Though banks have succeeded in keeping the accounts of senior citizens, their children and grandchildren have turned to other investment and savings options. Today, American Banker concludes a two-part series by examining how community banks attract and retain baby boomers and their children.

Bankers say customers' financial needs are pretty much the same regardless of age. But younger customers are more likely to turn to Wall Street with their savings or a car dealer for a loan.

"It is a critical problem facing the banking industry," said Dale E. Pohlmann, president of $46 million-asset Ravenna (Neb.) Bank.

And bankers admit they are to blame. "We sat in our chairs and waited for customers to come to us," said Daniel L. Krieger, president of First National Bank, Ames, Iowa. "That doesn't work anymore."

To attract business, particularly from younger customers, bankers must become better retailers, Mr. Krieger said.

"People no longer think of the bank as the place to save money," he said. "We need people on staff who know about our products and know how to sell them."

First National sends in "mystery shoppers" who grade employees on manners and their ability to sell.

South Umpqua State Bank, Roseburg, Ore., has gone a step further, turning its branches into mini-malls to attract consumers who grew up going to the mall. South Umpqua offers not only bank services, but stamps, flowers, and a cafe that serves South Umpqua Bank-brand coffee.
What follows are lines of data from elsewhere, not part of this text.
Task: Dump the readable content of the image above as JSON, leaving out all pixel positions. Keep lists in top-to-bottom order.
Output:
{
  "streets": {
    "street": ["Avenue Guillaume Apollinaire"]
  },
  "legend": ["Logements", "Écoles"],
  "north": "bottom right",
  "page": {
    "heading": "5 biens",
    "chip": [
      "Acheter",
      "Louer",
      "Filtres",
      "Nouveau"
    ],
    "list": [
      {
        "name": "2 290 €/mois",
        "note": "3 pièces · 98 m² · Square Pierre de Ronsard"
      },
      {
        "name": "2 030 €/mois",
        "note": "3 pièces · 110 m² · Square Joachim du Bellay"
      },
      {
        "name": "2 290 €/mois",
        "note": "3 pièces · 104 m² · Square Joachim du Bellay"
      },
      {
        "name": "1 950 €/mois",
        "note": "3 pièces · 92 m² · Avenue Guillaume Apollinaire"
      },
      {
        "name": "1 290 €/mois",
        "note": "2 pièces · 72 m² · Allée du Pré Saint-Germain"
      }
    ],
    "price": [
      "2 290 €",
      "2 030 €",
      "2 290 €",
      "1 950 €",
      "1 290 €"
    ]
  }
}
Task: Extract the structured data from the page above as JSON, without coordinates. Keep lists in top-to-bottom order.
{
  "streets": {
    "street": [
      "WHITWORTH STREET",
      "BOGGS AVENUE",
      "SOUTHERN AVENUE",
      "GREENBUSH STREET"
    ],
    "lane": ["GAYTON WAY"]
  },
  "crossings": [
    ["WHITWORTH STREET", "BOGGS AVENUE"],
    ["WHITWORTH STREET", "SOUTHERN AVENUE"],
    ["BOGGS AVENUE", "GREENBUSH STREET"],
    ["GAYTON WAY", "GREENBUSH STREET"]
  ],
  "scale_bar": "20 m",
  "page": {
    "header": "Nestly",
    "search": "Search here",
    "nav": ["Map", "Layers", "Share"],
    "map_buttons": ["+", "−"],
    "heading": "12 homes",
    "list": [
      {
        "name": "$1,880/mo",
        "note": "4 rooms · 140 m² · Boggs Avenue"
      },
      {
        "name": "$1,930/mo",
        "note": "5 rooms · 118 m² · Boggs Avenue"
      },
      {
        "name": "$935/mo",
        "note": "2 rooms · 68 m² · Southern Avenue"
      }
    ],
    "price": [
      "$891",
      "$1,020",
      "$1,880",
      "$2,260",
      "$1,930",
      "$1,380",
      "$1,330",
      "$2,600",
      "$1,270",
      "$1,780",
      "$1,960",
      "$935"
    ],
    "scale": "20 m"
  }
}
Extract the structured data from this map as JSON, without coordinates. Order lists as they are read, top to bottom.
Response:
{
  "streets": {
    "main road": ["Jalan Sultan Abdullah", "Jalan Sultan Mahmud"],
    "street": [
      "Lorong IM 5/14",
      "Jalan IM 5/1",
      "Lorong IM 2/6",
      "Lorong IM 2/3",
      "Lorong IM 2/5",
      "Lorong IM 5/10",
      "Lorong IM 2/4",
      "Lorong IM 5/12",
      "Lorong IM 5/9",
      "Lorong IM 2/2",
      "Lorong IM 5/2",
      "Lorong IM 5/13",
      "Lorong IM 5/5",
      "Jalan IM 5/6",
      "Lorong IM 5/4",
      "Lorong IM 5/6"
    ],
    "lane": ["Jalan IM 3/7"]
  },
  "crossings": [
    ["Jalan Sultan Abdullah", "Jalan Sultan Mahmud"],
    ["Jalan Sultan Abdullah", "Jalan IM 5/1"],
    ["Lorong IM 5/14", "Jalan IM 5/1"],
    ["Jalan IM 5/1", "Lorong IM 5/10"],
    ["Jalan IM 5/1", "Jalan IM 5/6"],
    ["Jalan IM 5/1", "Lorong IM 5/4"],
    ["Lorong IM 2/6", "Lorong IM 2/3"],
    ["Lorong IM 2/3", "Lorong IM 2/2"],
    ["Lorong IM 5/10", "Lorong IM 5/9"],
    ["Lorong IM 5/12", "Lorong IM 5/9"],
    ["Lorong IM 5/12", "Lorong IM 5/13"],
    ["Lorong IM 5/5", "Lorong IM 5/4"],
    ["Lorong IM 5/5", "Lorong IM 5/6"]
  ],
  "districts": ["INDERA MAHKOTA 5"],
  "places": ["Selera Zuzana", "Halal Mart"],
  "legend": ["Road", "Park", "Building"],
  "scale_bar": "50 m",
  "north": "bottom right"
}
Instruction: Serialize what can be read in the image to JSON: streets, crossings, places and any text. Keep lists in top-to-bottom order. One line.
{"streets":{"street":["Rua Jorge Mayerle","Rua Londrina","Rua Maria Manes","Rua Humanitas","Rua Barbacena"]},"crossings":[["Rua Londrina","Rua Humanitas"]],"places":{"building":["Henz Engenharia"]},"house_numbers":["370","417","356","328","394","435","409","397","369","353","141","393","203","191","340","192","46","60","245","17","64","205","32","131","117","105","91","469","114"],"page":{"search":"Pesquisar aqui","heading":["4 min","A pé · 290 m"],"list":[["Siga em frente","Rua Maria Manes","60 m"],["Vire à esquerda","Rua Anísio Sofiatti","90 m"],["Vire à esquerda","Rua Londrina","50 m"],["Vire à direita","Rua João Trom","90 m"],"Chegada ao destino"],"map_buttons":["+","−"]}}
Raymond P. Davis, president of the $260 million-asset bank, credits the new ambience for deposit growth. Since the program began in 1994, the bank has gained $70 million of deposits in a stagnant market, he said.

South Umpqua offers financial products in packages similar to value meals at a fast-food restaurant. A customer opening a checking account can add a credit card or a deposit box for a reduced price.

And tellers are told to suggest products instead of waiting to be asked. "We have to give people the message that we are here to help," Mr. Krieger said.

In addition to becoming better retailers, small banks need technology to offer the same convenience as regional competitors, according to Donald B. Taylor, president of FISI-Madison Financial, a Nashville-based bank marketing firm.

Salem (Mass.) Five Cents Savings Bank has used PC banking to attract customers from a much wider area than its north Boston base.

"We looked in our lobbies and saw what we had to do," said Michael R. Fitzgerald, senior vice president of the $1 billion-asset thrift. Salem Five's average customer was 65 years old, and its branches were in elderly neighborhoods.

The "virutal branch" the bank established in March 1995 has attracted 5,000 customers and $65 million of deposits. Salem Five now has customers in every state except Idaho.